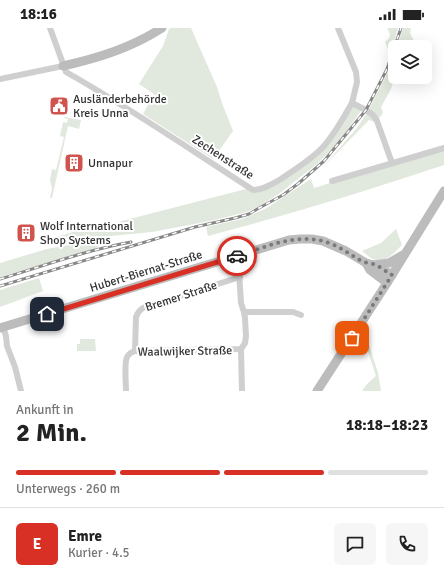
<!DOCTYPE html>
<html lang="de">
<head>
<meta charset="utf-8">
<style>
  :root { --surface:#fff; --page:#f6f6f6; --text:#222; --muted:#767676; --line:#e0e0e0; --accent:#d93025 }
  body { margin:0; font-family:Signika,sans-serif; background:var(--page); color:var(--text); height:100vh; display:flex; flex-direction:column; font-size:15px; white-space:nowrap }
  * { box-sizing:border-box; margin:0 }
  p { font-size:13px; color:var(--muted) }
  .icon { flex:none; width:22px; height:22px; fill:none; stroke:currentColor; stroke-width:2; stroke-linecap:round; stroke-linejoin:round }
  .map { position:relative; height:363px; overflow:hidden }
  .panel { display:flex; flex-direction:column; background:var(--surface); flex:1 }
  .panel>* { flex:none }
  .buttons { position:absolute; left:388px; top:12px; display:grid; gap:8px }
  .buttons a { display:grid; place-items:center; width:44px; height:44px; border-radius:6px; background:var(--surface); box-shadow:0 4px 16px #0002; font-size:20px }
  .pin { position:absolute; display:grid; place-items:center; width:34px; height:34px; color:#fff; margin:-17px; border-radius:8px; box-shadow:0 2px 6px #0006 }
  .courier { position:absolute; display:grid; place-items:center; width:40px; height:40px; margin:-20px; border:3px solid #d93025; border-radius:50%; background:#fff; color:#222; box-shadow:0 1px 5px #0007 }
  .overview em { font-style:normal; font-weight:700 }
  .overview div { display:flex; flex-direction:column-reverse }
  .overview { display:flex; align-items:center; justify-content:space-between; height:68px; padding:0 16px }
  h1 { font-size:26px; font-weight:700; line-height:30px }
  .bar { display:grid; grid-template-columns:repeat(4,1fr); gap:6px 4px; align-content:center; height:48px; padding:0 16px }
  .bar i { height:5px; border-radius:3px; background:var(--line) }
  .bar .selected { background:var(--accent) }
  .bar p { grid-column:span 4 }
  .line { display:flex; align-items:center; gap:10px; padding:0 16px; border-top:1px solid var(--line) }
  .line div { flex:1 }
  .round { display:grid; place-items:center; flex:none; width:42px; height:42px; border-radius:6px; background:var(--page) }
  .status { display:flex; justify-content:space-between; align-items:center; height:28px; padding:0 20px; background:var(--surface); direction:ltr }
  .status svg { height:11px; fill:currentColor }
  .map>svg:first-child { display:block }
  .green { fill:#e1e8dd }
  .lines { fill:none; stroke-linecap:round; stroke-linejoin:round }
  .street { stroke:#cfcfcf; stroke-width:6 }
  .secondary { stroke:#bcbcbc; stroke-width:9 }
  .rail-casing { stroke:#878787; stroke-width:3 }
  .rail { stroke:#fff; stroke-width:1.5; stroke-dasharray:4.5; stroke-linecap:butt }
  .done { stroke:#7a7a7a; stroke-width:4; stroke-dasharray:0 7.2 }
  .route { stroke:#d93025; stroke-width:5 }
  .labels { text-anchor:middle; stroke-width:4; stroke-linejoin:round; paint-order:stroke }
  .poi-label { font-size:12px; fill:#323232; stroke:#fff; text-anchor:start }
  .street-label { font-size:12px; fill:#323232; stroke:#fff }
</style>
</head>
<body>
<div class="status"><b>18:16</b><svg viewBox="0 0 49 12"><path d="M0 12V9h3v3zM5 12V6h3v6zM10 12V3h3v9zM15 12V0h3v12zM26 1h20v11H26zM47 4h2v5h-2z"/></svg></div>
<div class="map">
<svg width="444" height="363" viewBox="0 0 444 363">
  <rect width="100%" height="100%" fill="#fff"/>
  <!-- green -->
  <g class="green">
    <path d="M171,0H191L217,59L222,75L233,103L213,131L143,86L154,66L139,56L163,18L169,1Z"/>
    <path d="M387,0H398L390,26L385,14L389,10L390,6Z"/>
    <path d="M403,0H411L410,5L417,19H397Z"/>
    <path d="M395,25V48L391,61L381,79L383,85L377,93L375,94L369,92L322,140L357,100L368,83L388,44Z"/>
    <path d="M352,75L363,80L346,104L334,119L317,136L280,165L261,177L247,184L210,193L152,204L69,212L43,218L42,215L56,209L83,201L114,195L246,161L250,160L260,162L322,120Z"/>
    <path d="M64,89L81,92L79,101L68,98L52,170H50L52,160L50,152L52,141L56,142L64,109L60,108L63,94L67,95L68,91L64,90Z"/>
    <path d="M444,120V137C366,163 288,187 208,208L206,199L242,191L265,181L311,151L314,160Z"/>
    <path d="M396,201L402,217C394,225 385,236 373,231C369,229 366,226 362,223L381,215Z"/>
    <path d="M108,212V215L100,217L95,221L0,249V235L47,221L69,217Z"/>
    <path d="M39,250L43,263L0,279V262Z"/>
    <path d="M365,304L378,345L381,363H362L367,356L376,348L363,308H361Z"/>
    <path d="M80,311H95L96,323H77V316H80Z"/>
  </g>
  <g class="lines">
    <!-- street -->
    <g class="street">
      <path d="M50,0L66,44C130,80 191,122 253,162C263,162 272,156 281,151C294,142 312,131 323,119C335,106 343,90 352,75L366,82L373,87L377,93L392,135"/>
      <path d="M338,0L356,44L357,54L352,75"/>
      <path d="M0,51L63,38"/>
      <path d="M332,153L444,120"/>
      <path d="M244,284H293L301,287"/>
      <path d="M3,299L6,308L7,318L15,339L21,363"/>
      <path d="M241,321L242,363"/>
      <path d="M135,323L136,289C138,284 140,281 145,279L240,249"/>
      <path d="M126,363C126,355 124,335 127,329C129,325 132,324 135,323L241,321L245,315L246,308L245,290L244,284L241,275L238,228"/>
    </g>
    <!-- secondary -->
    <g class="secondary">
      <path d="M63,38C98,30 131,20 162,0"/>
      <path d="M366,235L370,242L387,255"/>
      <path d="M374,237L389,235L403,227"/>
      <path d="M0,300L289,212L300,211H312L323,213L346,223L366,235L374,237L392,247"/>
      <path d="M317,363L387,255L444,163"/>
    </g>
    <!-- rail casing -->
    <g class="rail-casing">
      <g id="rail">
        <path d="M0,251C43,238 87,222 131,214"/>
        <path d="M0,258L195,199L235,190L249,186L259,180L283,167L299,155L324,133L366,82L387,41L401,0"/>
      </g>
    </g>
    <!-- rail -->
    <use href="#rail" class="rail"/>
  </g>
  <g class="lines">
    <!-- done -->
    <path class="done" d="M237,228C269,218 299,203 332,216C344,221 353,229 364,234C367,235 370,235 373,236C380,238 386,244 392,247L352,310"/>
    <!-- route -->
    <path class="route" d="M47,286L237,228"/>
  </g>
  <!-- icons -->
  <defs>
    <g id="civic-square" transform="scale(1)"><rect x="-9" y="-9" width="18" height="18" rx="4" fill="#d0544d" stroke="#fff"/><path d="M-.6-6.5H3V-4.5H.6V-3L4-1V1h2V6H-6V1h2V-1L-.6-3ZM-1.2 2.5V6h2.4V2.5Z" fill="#fff"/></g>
    <g id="building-square" transform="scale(1)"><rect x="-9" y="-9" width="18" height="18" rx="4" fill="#d0544d" stroke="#fff"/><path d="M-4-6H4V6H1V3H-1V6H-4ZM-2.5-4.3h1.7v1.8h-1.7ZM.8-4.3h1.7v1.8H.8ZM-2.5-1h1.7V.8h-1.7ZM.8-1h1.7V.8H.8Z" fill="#fff"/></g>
  </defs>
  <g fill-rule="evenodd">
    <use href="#civic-square" x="59" y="78"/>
    <use href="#building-square" x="74" y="135"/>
    <use href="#building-square" x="26" y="205"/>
  </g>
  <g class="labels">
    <!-- poi labels -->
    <g class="poi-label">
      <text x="73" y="75">Ausländerbehörde<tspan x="73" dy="14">Kreis Unna</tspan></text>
      <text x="88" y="139">Unnapur</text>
      <text x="40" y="202">Wolf International<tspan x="40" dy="14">Shop Systems</tspan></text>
    </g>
    <!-- street labels -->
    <g class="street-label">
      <text transform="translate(223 129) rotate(33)" y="4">Zechenstraße</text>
      <text transform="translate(146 243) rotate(-17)" y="4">Hubert-Biernat-Straße</text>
      <text transform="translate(181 268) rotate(-18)" y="4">Bremer Straße</text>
      <text transform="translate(185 323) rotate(-1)" y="4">Waalwijker Straße</text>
    </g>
  </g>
</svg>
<div class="buttons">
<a><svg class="icon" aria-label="layers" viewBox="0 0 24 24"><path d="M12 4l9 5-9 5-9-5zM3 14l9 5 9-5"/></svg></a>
</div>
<div class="pin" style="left:352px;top:310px;background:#ea580c"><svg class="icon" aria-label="bag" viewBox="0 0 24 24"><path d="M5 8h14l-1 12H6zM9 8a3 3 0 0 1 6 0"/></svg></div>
<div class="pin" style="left:47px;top:286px;background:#1f2937"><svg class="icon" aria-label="home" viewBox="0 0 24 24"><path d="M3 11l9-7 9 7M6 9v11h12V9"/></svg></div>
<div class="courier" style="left:237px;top:228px"><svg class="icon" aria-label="car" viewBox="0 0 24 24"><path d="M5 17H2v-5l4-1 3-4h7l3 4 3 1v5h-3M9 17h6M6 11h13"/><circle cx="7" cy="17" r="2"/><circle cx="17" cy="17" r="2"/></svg></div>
</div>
<section class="panel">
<div class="overview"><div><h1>2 Min.</h1><p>Ankunft in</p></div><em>18:18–18:23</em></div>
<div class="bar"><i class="selected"></i><i class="selected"></i><i class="selected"></i><i></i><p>Unterwegs · 260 m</p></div>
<div class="line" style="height:72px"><b class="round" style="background:var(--accent);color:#fff">E</b><div><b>Emre</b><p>Kurier · 4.5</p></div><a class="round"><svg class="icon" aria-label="chat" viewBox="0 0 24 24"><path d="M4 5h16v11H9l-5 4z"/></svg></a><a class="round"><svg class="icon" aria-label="phone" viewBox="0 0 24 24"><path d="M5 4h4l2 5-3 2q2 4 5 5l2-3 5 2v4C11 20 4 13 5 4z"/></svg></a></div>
</section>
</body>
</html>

------------------------------------------------------------

Goal of the exercise: Each line of the material that has "body" in it should be counted; reply with that number alone.

Response area: 3